#### What you should do:
Your task is to output every record exactly as it is given.

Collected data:
Segment Open

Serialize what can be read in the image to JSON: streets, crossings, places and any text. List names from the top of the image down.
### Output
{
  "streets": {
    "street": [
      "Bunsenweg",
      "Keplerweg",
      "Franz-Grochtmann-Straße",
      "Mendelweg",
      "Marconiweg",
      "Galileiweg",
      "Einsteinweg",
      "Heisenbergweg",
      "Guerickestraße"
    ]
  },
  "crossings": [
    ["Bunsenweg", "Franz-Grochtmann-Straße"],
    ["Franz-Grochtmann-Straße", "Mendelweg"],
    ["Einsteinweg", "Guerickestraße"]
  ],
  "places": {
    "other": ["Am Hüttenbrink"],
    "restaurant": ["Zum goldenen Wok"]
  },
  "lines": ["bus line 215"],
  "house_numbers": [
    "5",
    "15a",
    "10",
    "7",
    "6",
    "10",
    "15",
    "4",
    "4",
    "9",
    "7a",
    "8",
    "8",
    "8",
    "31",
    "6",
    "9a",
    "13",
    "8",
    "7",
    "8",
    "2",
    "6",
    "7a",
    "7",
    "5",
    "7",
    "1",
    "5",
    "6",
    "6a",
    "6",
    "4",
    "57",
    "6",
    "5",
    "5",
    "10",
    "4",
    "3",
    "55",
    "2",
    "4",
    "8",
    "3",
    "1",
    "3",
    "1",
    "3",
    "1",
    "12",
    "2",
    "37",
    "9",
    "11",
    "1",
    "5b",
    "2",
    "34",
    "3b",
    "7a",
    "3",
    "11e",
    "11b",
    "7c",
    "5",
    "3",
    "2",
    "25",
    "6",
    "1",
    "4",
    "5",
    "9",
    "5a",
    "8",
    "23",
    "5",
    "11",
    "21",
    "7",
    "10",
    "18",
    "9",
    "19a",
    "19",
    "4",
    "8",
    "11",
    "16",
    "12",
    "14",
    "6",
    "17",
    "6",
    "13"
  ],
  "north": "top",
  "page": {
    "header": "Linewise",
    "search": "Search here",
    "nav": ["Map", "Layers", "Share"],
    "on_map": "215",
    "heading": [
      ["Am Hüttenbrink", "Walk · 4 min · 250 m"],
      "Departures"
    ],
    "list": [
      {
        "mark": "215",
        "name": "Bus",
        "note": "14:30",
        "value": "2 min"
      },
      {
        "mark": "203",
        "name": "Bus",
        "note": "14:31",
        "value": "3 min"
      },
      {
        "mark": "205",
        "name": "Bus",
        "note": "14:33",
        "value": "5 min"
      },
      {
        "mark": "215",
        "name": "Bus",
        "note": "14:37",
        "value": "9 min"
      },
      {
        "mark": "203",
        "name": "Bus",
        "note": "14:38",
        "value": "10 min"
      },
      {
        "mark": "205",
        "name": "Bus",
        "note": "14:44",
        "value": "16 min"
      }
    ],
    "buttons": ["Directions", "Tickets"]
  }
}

Segment Closed

#### Problem solution:
Serialize what can be read in the image to JSON: streets, crossings, places and any text. List names from the top of the image down.
### Output
{
  "streets": {
    "street": [
      "Bunsenweg",
      "Keplerweg",
      "Franz-Grochtmann-Straße",
      "Mendelweg",
      "Marconiweg",
      "Galileiweg",
      "Einsteinweg",
      "Heisenbergweg",
      "Guerickestraße"
    ]
  },
  "crossings": [
    ["Bunsenweg", "Franz-Grochtmann-Straße"],
    ["Franz-Grochtmann-Straße", "Mendelweg"],
    ["Einsteinweg", "Guerickestraße"]
  ],
  "places": {
    "other": ["Am Hüttenbrink"],
    "restaurant": ["Zum goldenen Wok"]
  },
  "lines": ["bus line 215"],
  "house_numbers": [
    "5",
    "15a",
    "10",
    "7",
    "6",
    "10",
    "15",
    "4",
    "4",
    "9",
    "7a",
    "8",
    "8",
    "8",
    "31",
    "6",
    "9a",
    "13",
    "8",
    "7",
    "8",
    "2",
    "6",
    "7a",
    "7",
    "5",
    "7",
    "1",
    "5",
    "6",
    "6a",
    "6",
    "4",
    "57",
    "6",
    "5",
    "5",
    "10",
    "4",
    "3",
    "55",
    "2",
    "4",
    "8",
    "3",
    "1",
    "3",
    "1",
    "3",
    "1",
    "12",
    "2",
    "37",
    "9",
    "11",
    "1",
    "5b",
    "2",
    "34",
    "3b",
    "7a",
    "3",
    "11e",
    "11b",
    "7c",
    "5",
    "3",
    "2",
    "25",
    "6",
    "1",
    "4",
    "5",
    "9",
    "5a",
    "8",
    "23",
    "5",
    "11",
    "21",
    "7",
    "10",
    "18",
    "9",
    "19a",
    "19",
    "4",
    "8",
    "11",
    "16",
    "12",
    "14",
    "6",
    "17",
    "6",
    "13"
  ],
  "north": "top",
  "page": {
    "header": "Linewise",
    "search": "Search here",
    "nav": ["Map", "Layers", "Share"],
    "on_map": "215",
    "heading": [
      ["Am Hüttenbrink", "Walk · 4 min · 250 m"],
      "Departures"
    ],
    "list": [
      {
        "mark": "215",
        "name": "Bus",
        "note": "14:30",
        "value": "2 min"
      },
      {
        "mark": "203",
        "name": "Bus",
        "note": "14:31",
        "value": "3 min"
      },
      {
        "mark": "205",
        "name": "Bus",
        "note": "14:33",
        "value": "5 min"
      },
      {
        "mark": "215",
        "name": "Bus",
        "note": "14:37",
        "value": "9 min"
      },
      {
        "mark": "203",
        "name": "Bus",
        "note": "14:38",
        "value": "10 min"
      },
      {
        "mark": "205",
        "name": "Bus",
        "note": "14:44",
        "value": "16 min"
      }
    ],
    "buttons": ["Directions", "Tickets"]
  }
}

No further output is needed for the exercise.